## Exercise details
Copy each line of the records that includes "banner".

## Records
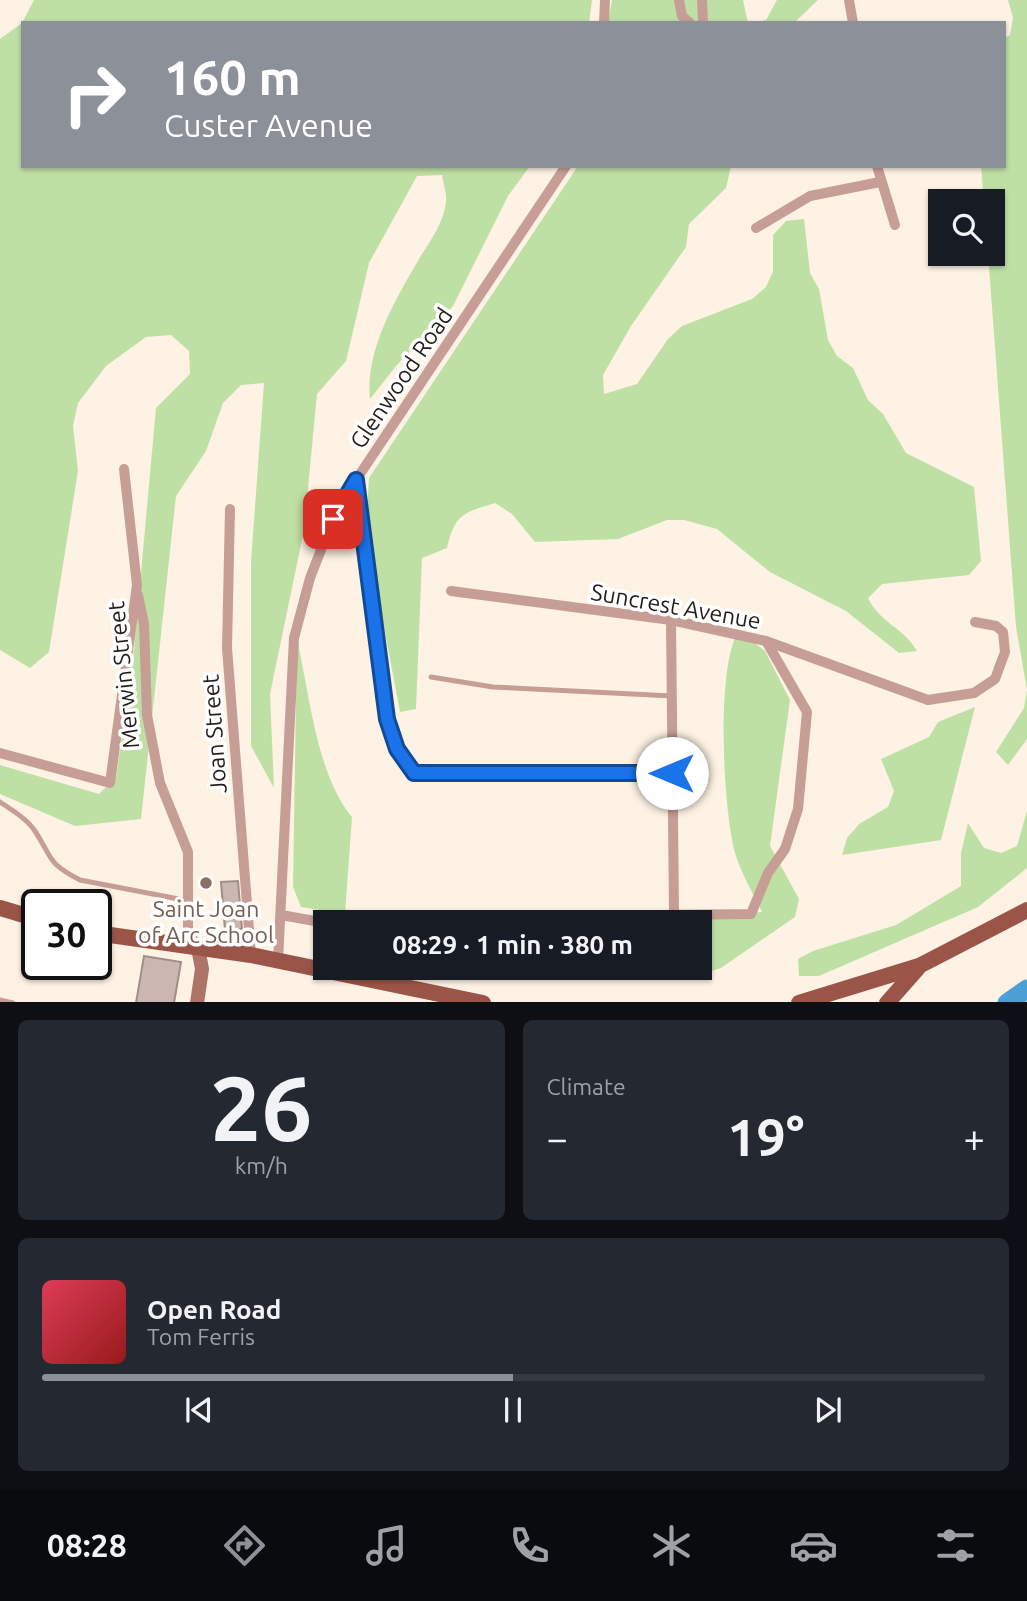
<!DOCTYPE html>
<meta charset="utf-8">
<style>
:root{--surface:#171b24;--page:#242831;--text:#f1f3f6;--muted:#9ea1a6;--line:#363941;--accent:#8c9099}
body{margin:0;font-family:Ubuntu,sans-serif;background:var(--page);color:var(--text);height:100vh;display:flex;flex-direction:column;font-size:26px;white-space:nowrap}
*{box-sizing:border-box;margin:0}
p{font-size:23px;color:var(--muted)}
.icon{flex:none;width:38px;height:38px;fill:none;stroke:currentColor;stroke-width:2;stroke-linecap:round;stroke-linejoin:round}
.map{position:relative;height:1002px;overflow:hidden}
.panel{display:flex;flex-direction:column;gap:18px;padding:18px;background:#0d0f14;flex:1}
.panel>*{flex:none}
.banner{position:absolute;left:21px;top:21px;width:985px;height:147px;border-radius:0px;box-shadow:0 2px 5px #0004;background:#8c9099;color:#fff;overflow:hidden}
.tools{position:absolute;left:928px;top:189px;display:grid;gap:14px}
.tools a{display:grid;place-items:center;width:77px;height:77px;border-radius:0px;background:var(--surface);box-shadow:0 2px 5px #0004;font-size:35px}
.speed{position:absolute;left:21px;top:889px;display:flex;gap:14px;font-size:35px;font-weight:700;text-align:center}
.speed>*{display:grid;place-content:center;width:91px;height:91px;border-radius:50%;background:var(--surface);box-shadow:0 2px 5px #0004;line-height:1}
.speed .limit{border:4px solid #111;border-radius:10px;background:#fff;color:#111}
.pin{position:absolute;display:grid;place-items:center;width:60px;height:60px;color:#fff;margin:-30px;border-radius:14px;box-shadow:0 4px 10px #0006}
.me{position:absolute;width:77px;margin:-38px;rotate:270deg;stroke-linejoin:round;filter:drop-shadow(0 0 5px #0008)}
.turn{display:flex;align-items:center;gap:24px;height:147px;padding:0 28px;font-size:32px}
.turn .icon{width:91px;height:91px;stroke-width:2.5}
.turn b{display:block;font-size:49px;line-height:60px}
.big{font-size:52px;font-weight:700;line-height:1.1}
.panel .widget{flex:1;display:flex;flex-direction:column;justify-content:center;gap:10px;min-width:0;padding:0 24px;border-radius:10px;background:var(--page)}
.panel .dial{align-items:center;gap:0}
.dial b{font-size:91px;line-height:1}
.song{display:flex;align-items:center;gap:21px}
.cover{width:84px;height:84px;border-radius:10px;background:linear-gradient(135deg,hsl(350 70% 55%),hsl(0 70% 35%))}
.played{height:7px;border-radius:4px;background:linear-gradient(90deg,var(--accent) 50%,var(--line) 50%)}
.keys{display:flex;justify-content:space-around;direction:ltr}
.heat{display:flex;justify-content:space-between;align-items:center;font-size:38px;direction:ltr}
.panel .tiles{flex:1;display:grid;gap:18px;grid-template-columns:1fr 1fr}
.widget:last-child{grid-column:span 2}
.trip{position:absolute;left:313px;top:910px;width:399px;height:70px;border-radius:0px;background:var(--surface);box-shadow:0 2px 5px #0004;font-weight:700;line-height:70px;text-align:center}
.tab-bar{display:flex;height:112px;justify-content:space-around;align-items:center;background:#090b0e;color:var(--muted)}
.tab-bar .icon{width:49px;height:49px}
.tab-bar .active{color:var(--accent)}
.tab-bar b{font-size:32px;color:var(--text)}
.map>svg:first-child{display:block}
.green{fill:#bfe0a4}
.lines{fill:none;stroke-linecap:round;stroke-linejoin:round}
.river{stroke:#4ca0d5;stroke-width:19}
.building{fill:#cab7b1;stroke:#a08e88;stroke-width:2}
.lane{stroke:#c79e96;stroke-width:5}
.street{stroke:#c79e96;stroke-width:10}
.secondary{stroke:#ae7468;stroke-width:14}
.primary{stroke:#9b5548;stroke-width:16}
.route-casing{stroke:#114b97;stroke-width:18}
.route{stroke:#1a73e8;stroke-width:12}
.education-dot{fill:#8d6e63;stroke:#fff;stroke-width:2.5}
.labels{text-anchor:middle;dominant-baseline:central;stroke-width:7;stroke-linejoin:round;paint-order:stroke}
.street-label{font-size:23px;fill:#221e19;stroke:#fff}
.education-label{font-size:23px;fill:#785e54;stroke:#fff}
</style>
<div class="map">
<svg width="1027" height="1003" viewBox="0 0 1027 1003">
<rect width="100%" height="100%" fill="#fdf2e3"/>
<path class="green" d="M34,0H592L589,23H23V166H530L508,196L453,306L396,366L370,399C365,351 395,300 419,259C430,241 444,223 446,201C447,193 443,183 442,175L417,176L369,263L346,361L317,394L304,530L270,694L274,788L251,746V562L264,383L241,385L223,403L206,451L176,496L141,819L75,826L0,794V765L99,794L116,777L133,661L156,408L190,374L189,351L171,335L146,337L106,366L78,403L73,426L78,471L49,652L30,668L0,650V39L22,23Z
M612,0H743L748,23H608Z
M777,0H818L794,23H751L766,20Z
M1008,0H1027V739L1008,765L996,752L1024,708L1027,690L1016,627L988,254H992V201H984L981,166H1004L1005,38L1010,35L1013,18Z
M578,166H731L726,188L689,224L686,247L631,326L603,375L604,394L637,384L668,339L682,326L752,299L766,287L773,271V235L786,221L804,219L810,273L819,289L828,340L837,356L853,368L868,400L883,414L906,453L974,487L981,561L969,575L882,584L868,598C880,623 903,627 917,651L899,653L846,611L770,572L717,529L684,520H667L618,539L535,542L512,514L495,503C464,513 455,513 447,548L422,558L416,709L400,712L366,531L369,478Z
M735,638L752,641L765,651L790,700L770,846L799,899L795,917L721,968L705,973L690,968H700V922H615L762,912C753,893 741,873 735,853C723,807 717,680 735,638Z
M297,639C309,692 317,776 352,817L345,914L301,907L293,887Z
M975,707L941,840L842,855L847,838L859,824L888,807L894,791L881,759L929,737L938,722Z
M1027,811V868L978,907L819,976H799L798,959L813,951L896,925L961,886V853L968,823L984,848L1001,853L1017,846Z"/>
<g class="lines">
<path class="river" d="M1007,1003L1027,989"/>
</g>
<path class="building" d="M238,881L242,929L225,930L221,882Z
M144,956L181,962L174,1003H136Z"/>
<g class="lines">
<path class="lane" d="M431,677L493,687L672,696
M0,802C12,810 27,819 35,831C53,859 47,863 80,880L189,901
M0,1000L13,1003"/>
<path class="street" d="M679,0L682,16L690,23
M702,0L703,23
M849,0L853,23
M604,23L605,0
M877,166L895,225
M756,228L810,196L880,182
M356,481L387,719L397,749L414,773H672
M230,509L227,648L251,955
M451,591L671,620L766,641L928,700L974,693L995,679L1005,652L1003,632L996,626L975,622
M138,595L144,624L147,715L160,783L188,852V930L198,948
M671,620L674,914
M0,753L110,783L137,585L124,469
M281,915L326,923
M417,922L479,917L751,914L768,873L785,849L798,809L807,712L766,641
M278,961L294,638L310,578L333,519L356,480L566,166"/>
<path class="secondary" d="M197,1003L202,969L198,948"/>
<path class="primary" d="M0,908L37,919
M96,933L251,955L483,1003
M799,1003L919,966L1027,910
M887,1003L918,968"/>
</g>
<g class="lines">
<g class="route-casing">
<path id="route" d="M333,519L356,480L387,719L397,749L414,773H672"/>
</g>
<use href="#route" class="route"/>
</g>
<circle class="education-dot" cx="206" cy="883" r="7"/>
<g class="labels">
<g class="street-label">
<text transform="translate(401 378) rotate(-56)">Glenwood Road</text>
<text transform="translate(676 606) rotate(10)">Suncrest Avenue</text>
<text transform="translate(123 675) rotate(-96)">Merwin Street</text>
<text transform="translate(214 734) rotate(-94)">Joan Street</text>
</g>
<g class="education-label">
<text x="206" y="908">Saint Joan<tspan x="206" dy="26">of Arc School</tspan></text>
</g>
</g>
</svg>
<div class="tools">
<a><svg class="icon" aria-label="search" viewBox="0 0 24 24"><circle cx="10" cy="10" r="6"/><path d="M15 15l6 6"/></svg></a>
</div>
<div class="speed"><div class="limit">30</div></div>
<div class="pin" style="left:333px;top:519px;background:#d93025"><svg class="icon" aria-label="arrive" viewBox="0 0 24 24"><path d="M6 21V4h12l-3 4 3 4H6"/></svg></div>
<svg class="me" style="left:672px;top:773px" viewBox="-20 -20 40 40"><circle r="19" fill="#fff"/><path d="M0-13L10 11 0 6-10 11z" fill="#1a73e8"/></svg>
<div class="trip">08:29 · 1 min · 380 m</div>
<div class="banner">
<div class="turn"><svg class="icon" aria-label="right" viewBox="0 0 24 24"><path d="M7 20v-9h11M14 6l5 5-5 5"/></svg><div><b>160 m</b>Custer Avenue</div></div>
</div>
</div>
<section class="panel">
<div class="tiles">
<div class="widget dial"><b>26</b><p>km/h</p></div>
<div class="widget"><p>Climate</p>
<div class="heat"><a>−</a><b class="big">19°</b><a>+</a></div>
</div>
<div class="widget">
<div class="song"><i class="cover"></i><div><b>Open Road</b><p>Tom Ferris</p></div></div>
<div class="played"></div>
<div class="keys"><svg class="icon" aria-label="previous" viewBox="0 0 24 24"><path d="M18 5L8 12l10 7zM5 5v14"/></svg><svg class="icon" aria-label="pause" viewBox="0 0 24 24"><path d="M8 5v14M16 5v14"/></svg><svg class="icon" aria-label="next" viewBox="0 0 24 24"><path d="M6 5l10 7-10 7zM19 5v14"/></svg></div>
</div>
</div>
</section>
<nav class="tab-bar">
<b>08:28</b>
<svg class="icon active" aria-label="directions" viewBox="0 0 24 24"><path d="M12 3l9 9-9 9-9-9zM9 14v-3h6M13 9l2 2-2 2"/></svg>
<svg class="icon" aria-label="music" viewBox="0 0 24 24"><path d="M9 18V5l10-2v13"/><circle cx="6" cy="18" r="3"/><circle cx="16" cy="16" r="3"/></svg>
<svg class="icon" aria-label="phone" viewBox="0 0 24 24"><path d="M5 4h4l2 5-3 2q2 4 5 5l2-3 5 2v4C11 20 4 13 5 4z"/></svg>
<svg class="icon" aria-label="climate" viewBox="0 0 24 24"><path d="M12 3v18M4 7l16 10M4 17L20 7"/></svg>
<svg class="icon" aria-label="car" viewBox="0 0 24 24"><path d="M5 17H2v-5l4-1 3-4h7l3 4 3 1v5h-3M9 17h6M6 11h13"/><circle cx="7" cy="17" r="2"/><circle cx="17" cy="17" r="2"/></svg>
<svg class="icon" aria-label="filters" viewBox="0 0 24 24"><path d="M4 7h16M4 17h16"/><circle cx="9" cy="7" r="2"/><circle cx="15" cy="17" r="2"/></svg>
</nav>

## Response to the task
.banner{position:absolute;left:21px;top:21px;width:985px;height:147px;border-radius:0px;box-shadow:0 2px 5px #0004;background:#8c9099;color:#fff;overflow:hidden}
<div class="banner">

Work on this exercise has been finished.